Credo di no, anzi, sono certa che Sara non è consapevole della portata del suo gesto.
Mi immagino che i suoi professori, a scuola, perché dalla scuola ci si passa tutti, almeno fino a sedici anni, non abbiano ritenuto di mostrare alla classe un documentario, o un film tra i tanti, sulla deportazione e sulla vita nei lager. A volte ragionano così alcuni insegnanti, è meglio preservare i ragazzi dallo choc derivante dalle immagini a cui non potremo assuefarci mai. Avranno ritenuto che quei giovani avranno il tempo e la possibilità, da adulti, di informarsi da soli sulle tragiche vicende della nostra storia più vicina.

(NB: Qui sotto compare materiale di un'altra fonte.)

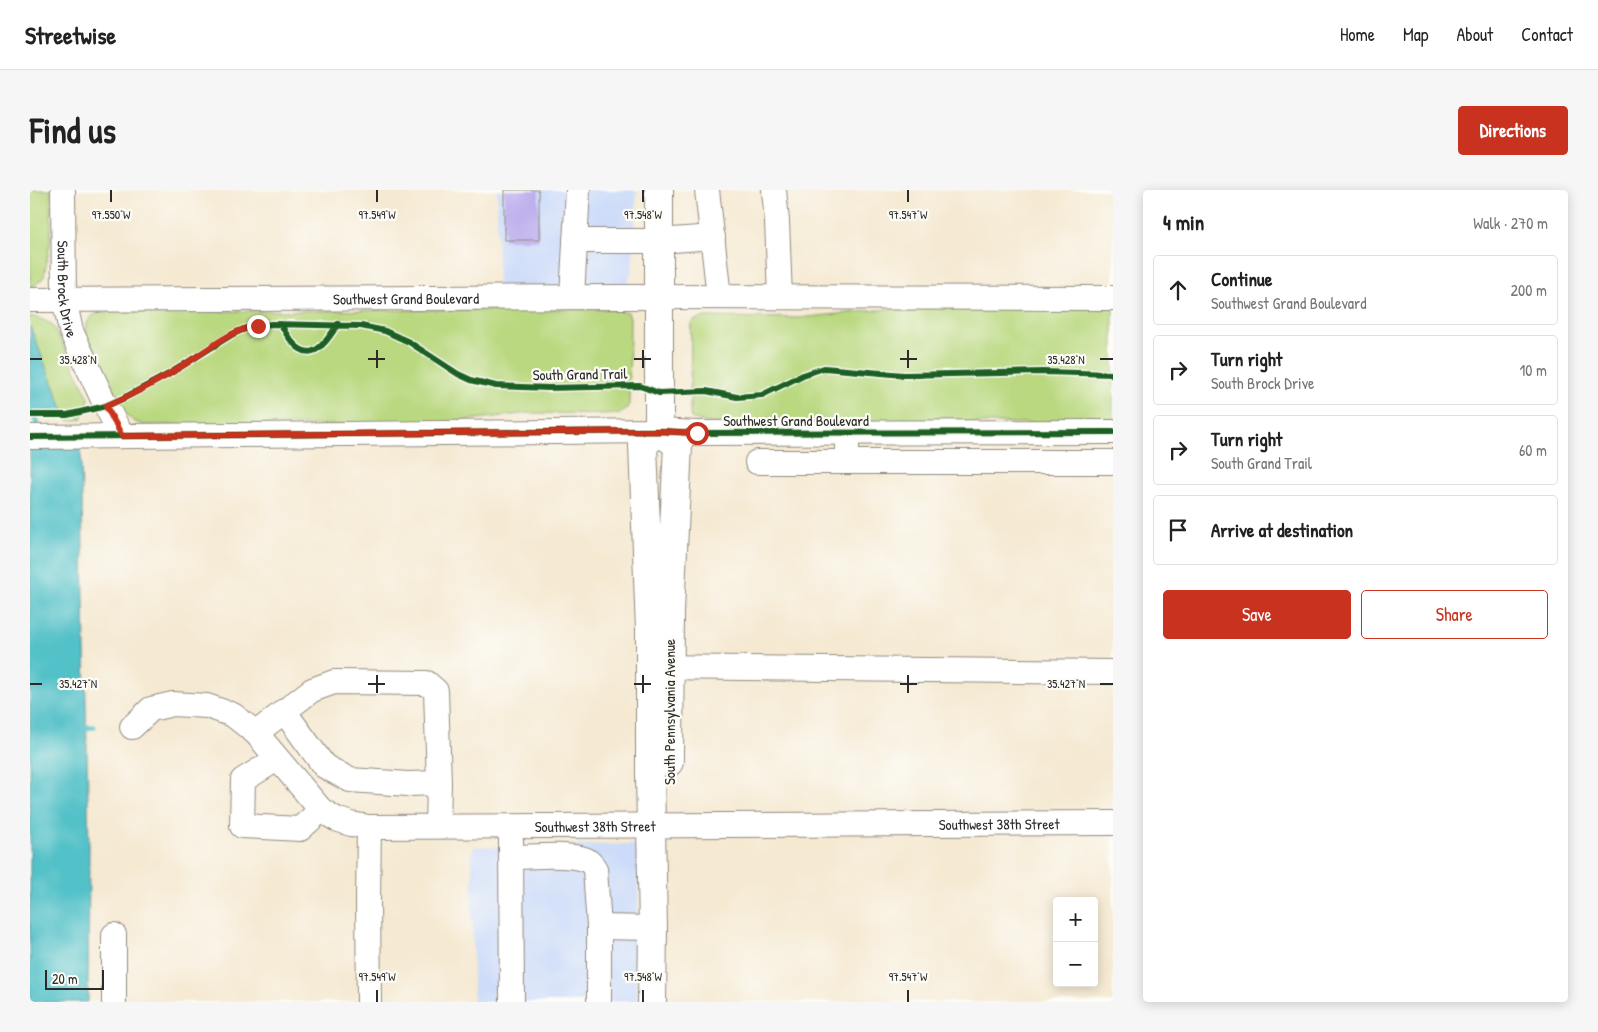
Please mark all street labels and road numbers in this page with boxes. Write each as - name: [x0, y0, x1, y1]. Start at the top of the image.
- street label: South Brock Drive: [53, 240, 83, 341]
- street label: Southwest Grand Boulevard: [333, 287, 479, 309]
- street label: South Grand Trail: [532, 363, 628, 385]
- street label: Southwest Grand Boulevard: [723, 410, 869, 431]
- street label: South Pennsylvania Avenue: [659, 639, 680, 785]
- street label: Southwest 38th Street: [939, 813, 1061, 834]
- street label: Southwest 38th Street: [535, 815, 657, 837]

Questo tempo, è chiaro, per Sara non c’è stato. Anche se lei non è filonazista né intende propagandare le idee razziste e violente del nazifascismo. Ma così vengono “sdoganati” anche i simboli dell’orrore e una svastica si riduce a un logo, al pari di quello dell’Invicta, della Timberland, di Armani o della squadra di calcio del cuore,
Vedo già lo sguardo stupito di Sara per tutte queste parole intorno al suo tatuaggio che è solo un disegno carino inciso sull’anulare.
E dunque, incomprensibile per lei, sarà che qualcuno le stia proponendo una discussione troppo seria su un fatto ritenuto di poca importanza.